───── MATERIAL FOR THE TASK
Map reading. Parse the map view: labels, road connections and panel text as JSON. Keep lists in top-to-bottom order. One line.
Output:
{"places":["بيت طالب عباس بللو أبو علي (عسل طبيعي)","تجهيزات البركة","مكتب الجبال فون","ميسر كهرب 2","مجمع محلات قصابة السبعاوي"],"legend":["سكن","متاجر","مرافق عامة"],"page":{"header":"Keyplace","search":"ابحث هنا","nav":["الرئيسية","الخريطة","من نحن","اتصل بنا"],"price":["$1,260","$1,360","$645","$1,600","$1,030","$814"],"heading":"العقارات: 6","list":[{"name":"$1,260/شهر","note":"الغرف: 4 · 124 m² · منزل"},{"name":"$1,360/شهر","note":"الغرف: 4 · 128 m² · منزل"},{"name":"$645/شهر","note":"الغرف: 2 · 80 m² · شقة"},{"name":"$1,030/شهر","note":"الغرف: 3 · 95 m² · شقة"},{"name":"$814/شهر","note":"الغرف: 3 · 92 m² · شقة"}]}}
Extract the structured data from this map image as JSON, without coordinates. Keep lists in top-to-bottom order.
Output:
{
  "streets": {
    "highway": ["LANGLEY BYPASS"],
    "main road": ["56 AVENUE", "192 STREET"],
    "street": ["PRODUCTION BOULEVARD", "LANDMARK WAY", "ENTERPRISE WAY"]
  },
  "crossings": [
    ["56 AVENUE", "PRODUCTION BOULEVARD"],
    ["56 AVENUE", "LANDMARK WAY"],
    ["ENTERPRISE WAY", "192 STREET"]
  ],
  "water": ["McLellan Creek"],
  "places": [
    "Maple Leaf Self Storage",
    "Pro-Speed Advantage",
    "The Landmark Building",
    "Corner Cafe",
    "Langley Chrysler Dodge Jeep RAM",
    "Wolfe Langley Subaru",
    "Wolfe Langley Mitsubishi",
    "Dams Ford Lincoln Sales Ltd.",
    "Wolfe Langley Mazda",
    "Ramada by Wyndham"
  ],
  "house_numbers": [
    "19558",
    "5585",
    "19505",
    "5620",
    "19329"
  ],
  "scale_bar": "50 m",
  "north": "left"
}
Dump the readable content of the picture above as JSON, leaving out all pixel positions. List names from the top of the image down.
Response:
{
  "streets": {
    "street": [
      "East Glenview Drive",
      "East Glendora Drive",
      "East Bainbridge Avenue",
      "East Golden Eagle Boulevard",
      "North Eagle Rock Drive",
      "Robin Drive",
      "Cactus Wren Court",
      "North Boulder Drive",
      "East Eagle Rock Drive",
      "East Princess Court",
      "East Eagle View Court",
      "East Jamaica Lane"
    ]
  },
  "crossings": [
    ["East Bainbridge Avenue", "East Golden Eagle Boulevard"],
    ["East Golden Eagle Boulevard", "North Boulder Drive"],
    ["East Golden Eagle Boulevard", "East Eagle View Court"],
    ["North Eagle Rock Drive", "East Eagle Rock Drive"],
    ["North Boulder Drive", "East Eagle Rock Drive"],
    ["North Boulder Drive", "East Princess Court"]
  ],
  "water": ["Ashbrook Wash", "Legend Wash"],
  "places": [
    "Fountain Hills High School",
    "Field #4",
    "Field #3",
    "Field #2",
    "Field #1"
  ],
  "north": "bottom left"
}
──────────
Please repeat each entry exactly as written.

### YOUR RESPONSE
Map reading. Parse the map view: labels, road connections and panel text as JSON. Keep lists in top-to-bottom order. One line.
Output:
{"places":["بيت طالب عباس بللو أبو علي (عسل طبيعي)","تجهيزات البركة","مكتب الجبال فون","ميسر كهرب 2","مجمع محلات قصابة السبعاوي"],"legend":["سكن","متاجر","مرافق عامة"],"page":{"header":"Keyplace","search":"ابحث هنا","nav":["الرئيسية","الخريطة","من نحن","اتصل بنا"],"price":["$1,260","$1,360","$645","$1,600","$1,030","$814"],"heading":"العقارات: 6","list":[{"name":"$1,260/شهر","note":"الغرف: 4 · 124 m² · منزل"},{"name":"$1,360/شهر","note":"الغرف: 4 · 128 m² · منزل"},{"name":"$645/شهر","note":"الغرف: 2 · 80 m² · شقة"},{"name":"$1,030/شهر","note":"الغرف: 3 · 95 m² · شقة"},{"name":"$814/شهر","note":"الغرف: 3 · 92 m² · شقة"}]}}
Extract the structured data from this map image as JSON, without coordinates. Keep lists in top-to-bottom order.
Output:
{
  "streets": {
    "highway": ["LANGLEY BYPASS"],
    "main road": ["56 AVENUE", "192 STREET"],
    "street": ["PRODUCTION BOULEVARD", "LANDMARK WAY", "ENTERPRISE WAY"]
  },
  "crossings": [
    ["56 AVENUE", "PRODUCTION BOULEVARD"],
    ["56 AVENUE", "LANDMARK WAY"],
    ["ENTERPRISE WAY", "192 STREET"]
  ],
  "water": ["McLellan Creek"],
  "places": [
    "Maple Leaf Self Storage",
    "Pro-Speed Advantage",
    "The Landmark Building",
    "Corner Cafe",
    "Langley Chrysler Dodge Jeep RAM",
    "Wolfe Langley Subaru",
    "Wolfe Langley Mitsubishi",
    "Dams Ford Lincoln Sales Ltd.",
    "Wolfe Langley Mazda",
    "Ramada by Wyndham"
  ],
  "house_numbers": [
    "19558",
    "5585",
    "19505",
    "5620",
    "19329"
  ],
  "scale_bar": "50 m",
  "north": "left"
}
Dump the readable content of the picture above as JSON, leaving out all pixel positions. List names from the top of the image down.
Response:
{
  "streets": {
    "street": [
      "East Glenview Drive",
      "East Glendora Drive",
      "East Bainbridge Avenue",
      "East Golden Eagle Boulevard",
      "North Eagle Rock Drive",
      "Robin Drive",
      "Cactus Wren Court",
      "North Boulder Drive",
      "East Eagle Rock Drive",
      "East Princess Court",
      "East Eagle View Court",
      "East Jamaica Lane"
    ]
  },
  "crossings": [
    ["East Bainbridge Avenue", "East Golden Eagle Boulevard"],
    ["East Golden Eagle Boulevard", "North Boulder Drive"],
    ["East Golden Eagle Boulevard", "East Eagle View Court"],
    ["North Eagle Rock Drive", "East Eagle Rock Drive"],
    ["North Boulder Drive", "East Eagle Rock Drive"],
    ["North Boulder Drive", "East Princess Court"]
  ],
  "water": ["Ashbrook Wash", "Legend Wash"],
  "places": [
    "Fountain Hills High School",
    "Field #4",
    "Field #3",
    "Field #2",
    "Field #1"
  ],
  "north": "bottom left"
}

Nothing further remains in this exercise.